One thing that does put Back in sharp contrast to Peep Show is the fact that the characters, and the men who play them, are older now; they’re less concerned with bedding women and running ridiculous schemes than they are with figuring out what the hell happened to their lives. Stephen, who’s stuck in his small hometown of Stroud, is already in the throes of a mid-life crisis when the more worldly Andrew – who, as Webb notes, “has been around and he’s lived and he’s done all kinds of crazy things in different parts of the world”—reappears in his life. “[When you’re younger] there is always hope for the future. When you’re older, this is kind of it – this is what his life is going to be,” says Webb. “The stakes are higher for older men, I suppose.”

And while it may not be obvious to no-Brits watching the series, the spectre of the Brexit referendum – which, Mitchell notes, was happening just as they were finishing the series pilot – looms large over the series. “That feeling of, ‘What is authenticity?

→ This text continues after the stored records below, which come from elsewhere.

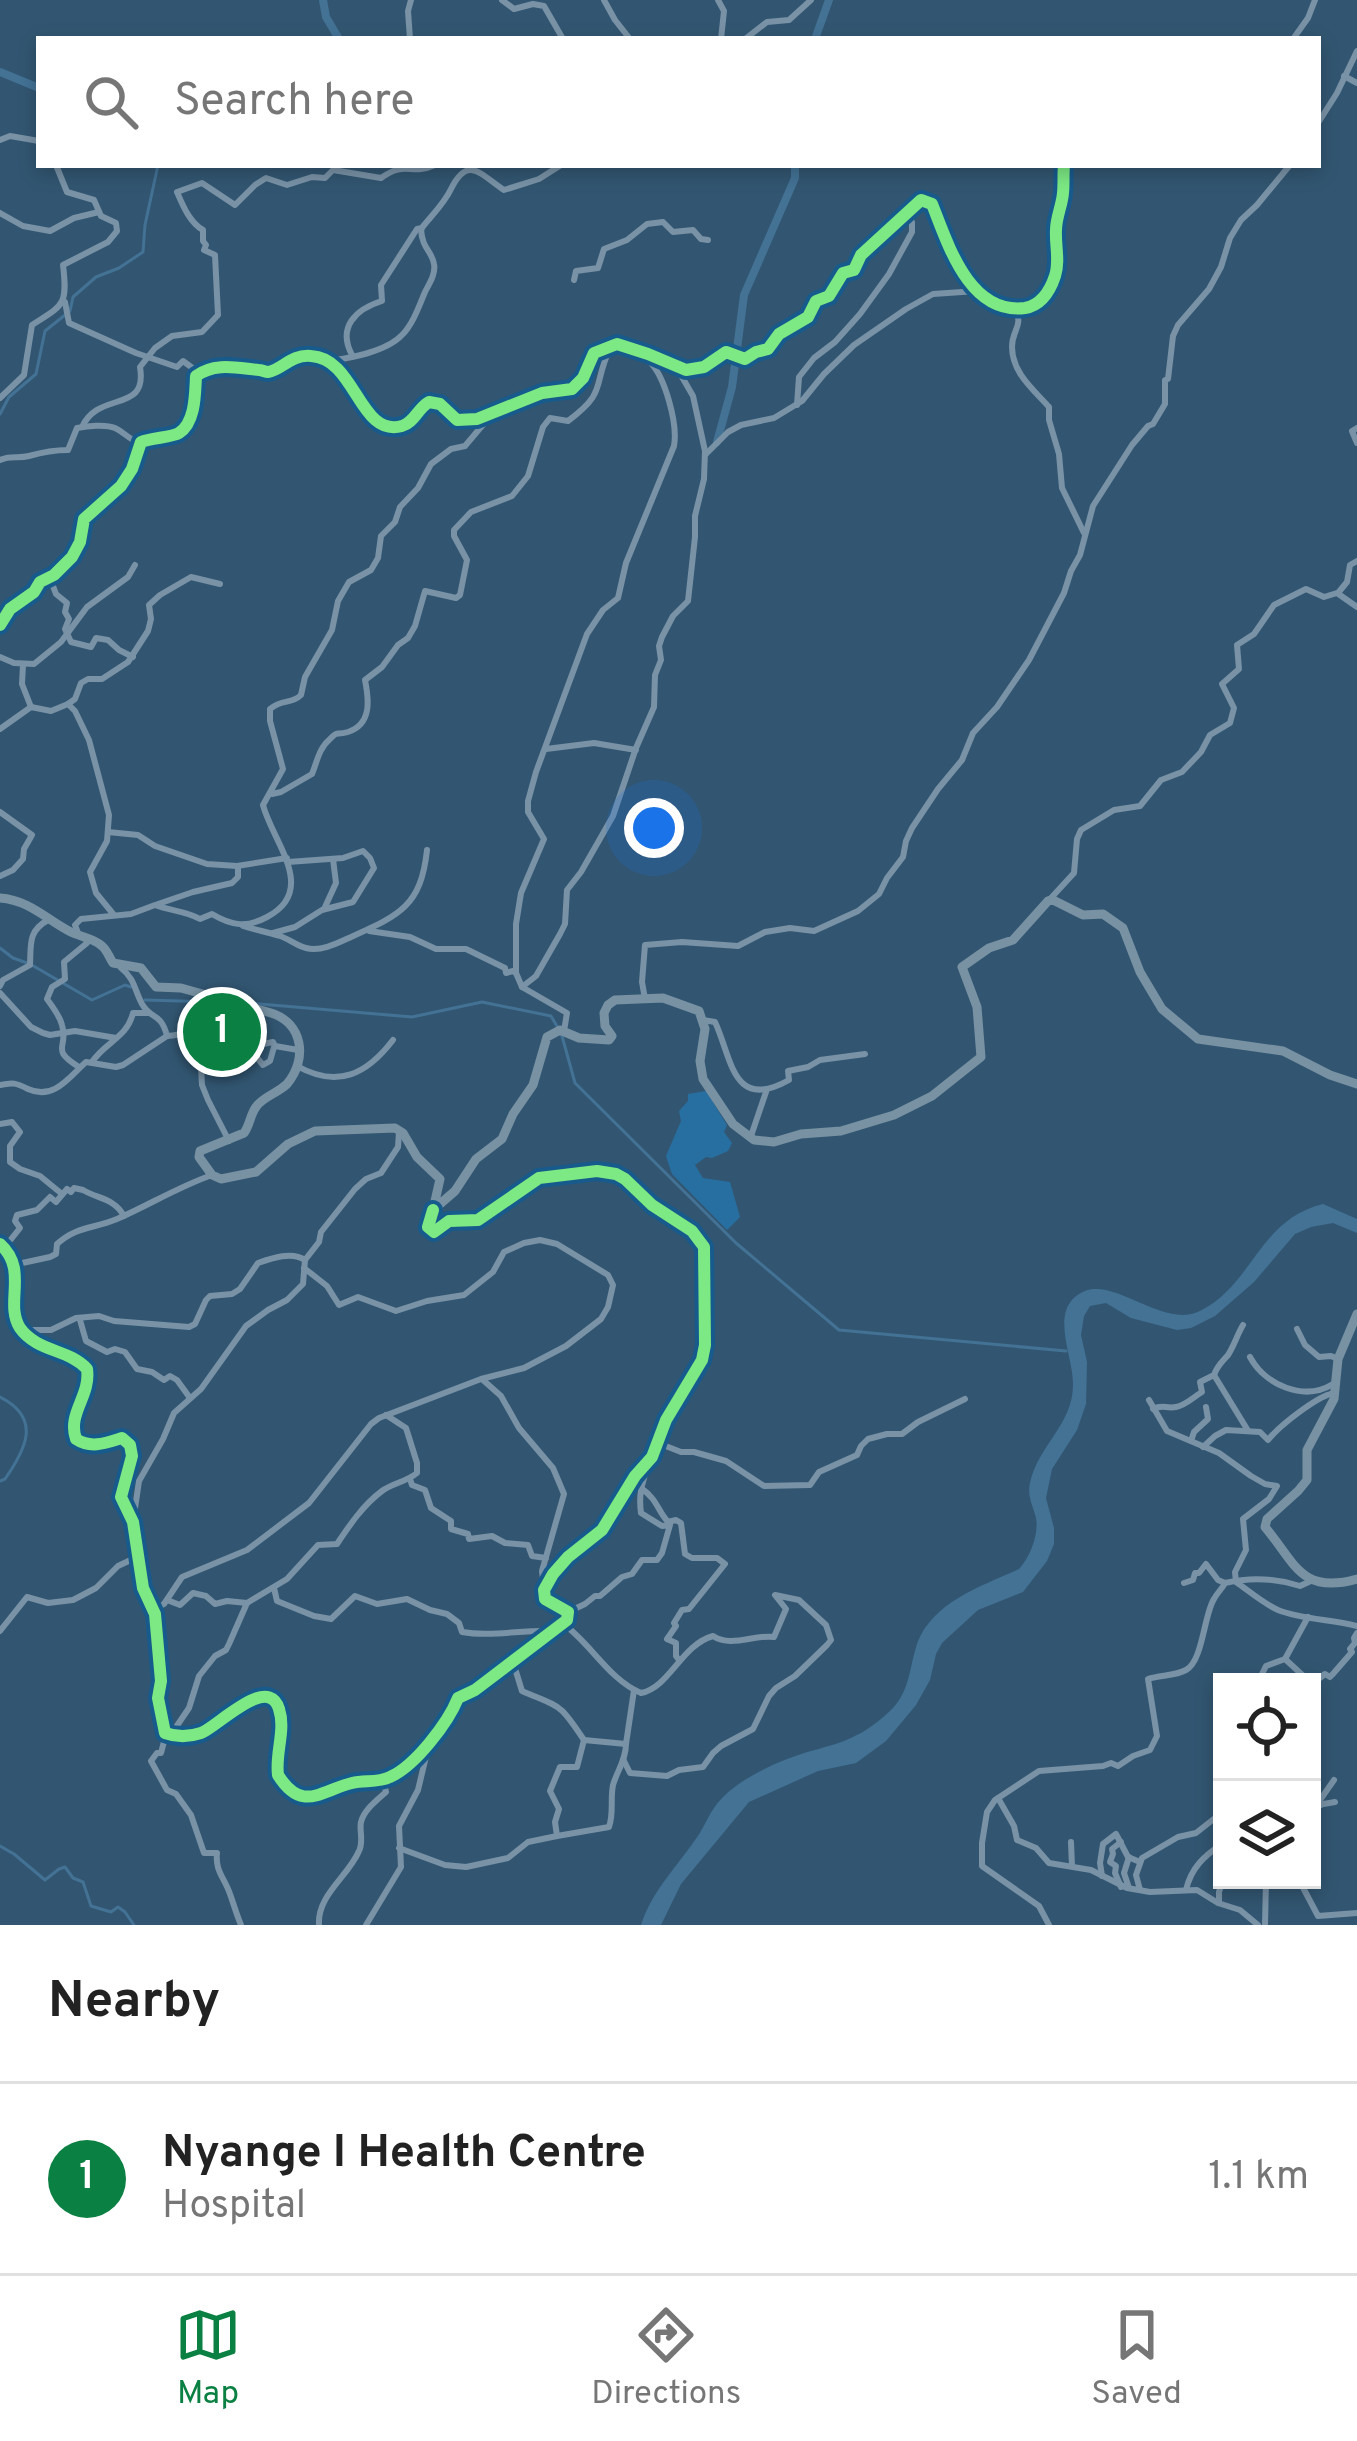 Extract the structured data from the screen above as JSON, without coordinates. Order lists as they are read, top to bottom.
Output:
{
  "page": {
    "search": "Search here",
    "pins": "1",
    "heading": "Nearby",
    "list": [
      {
        "mark": "1",
        "name": "Nyange I Health Centre",
        "note": "Hospital",
        "value": "1.1 km"
      }
    ],
    "nav": ["Map", "Directions", "Saved"]
  }
} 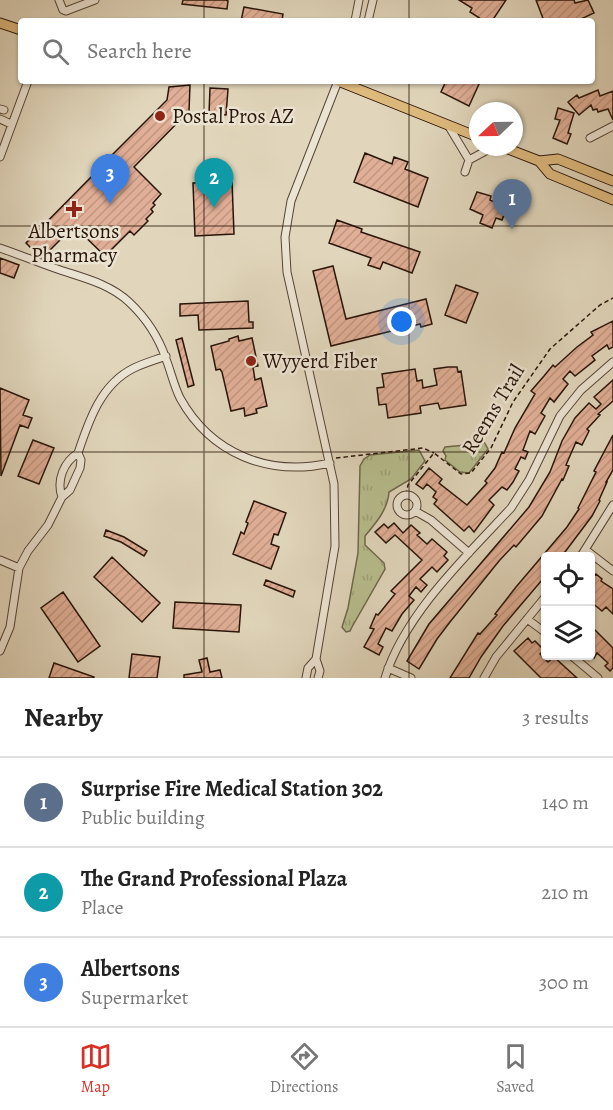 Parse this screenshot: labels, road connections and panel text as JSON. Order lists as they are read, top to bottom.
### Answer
{
  "streets": {
    "path": ["Reems Trail"]
  },
  "places": {
    "other": ["Postal Pros AZ", "Wyyerd Fiber"],
    "health": ["Albertsons Pharmacy"]
  },
  "north": "left",
  "page": {
    "search": "Search here",
    "pins": ["3", "2", "1"],
    "heading": ["Nearby", "3 results"],
    "list": [
      {
        "mark": "1",
        "name": "Surprise Fire Medical Station 302",
        "note": "Public building",
        "value": "140 m"
      },
      {
        "mark": "2",
        "name": "The Grand Professional Plaza",
        "note": "Place",
        "value": "210 m"
      },
      {
        "mark": "3",
        "name": "Albertsons",
        "note": "Supermarket",
        "value": "300 m"
      }
    ],
    "nav": ["Map", "Directions", "Saved"]
  }
}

What are we really?’ I think has cut to the heart of the show, and that was ultimately the thing underlying Brexit,” Mitchell explains. “I thought it was perfectly timed for a show about that kind of middle-aged doubt and identity crisis.”

Still, for all of the heavy questions about middle age, identity and provinciality that Back raises, it’s a comedy – and often a pitch-black one at that. (In a particularly cringe-worthy moment, Stephen is alone in a library, swigging whiskey and eating the British version of Cup O’ Noodles, cheering over an unsavoury revelation about his nemesis.) Blackwell, who wrote all six episodes, says that he “tried to cram as much story in as possible” into each episode, and there are jokes aplenty about hipster food trucks, organised religion, debunking homeopathic medicine and more. The ensemble cast – which includes Sherlock’s Louise Brealey (as Cass, Stephen’s flighty sister) and The Thick of It’s Olivia Poulet (who plays Stephen’s ex-wife, Alison) – add to the mix.

At the heart of it all, though, is the partnership between Mitchell and Webb – a duo who still have the same brilliant chemistry that made Peep Show and That Mitchell and Webb Look, the pair’s sketch series, such peerless comedies. (“It’s so great to work with [David] again because I miss him,” Webb says.) And now that Back has been renewed for a second series, the mystery of who Andrew is, and what his motives are, may finally be revealed – or, at the very least, unspooled a bit.

“I think once we know exactly what Andrew’s up to, that’s the end of the show,” Webb says. “I’m sure there are lots of reveals and secrets that we can tell as we go along, and I for one am looking forward to finding out. Because I don’t know any more than the viewer does. I really don’t.”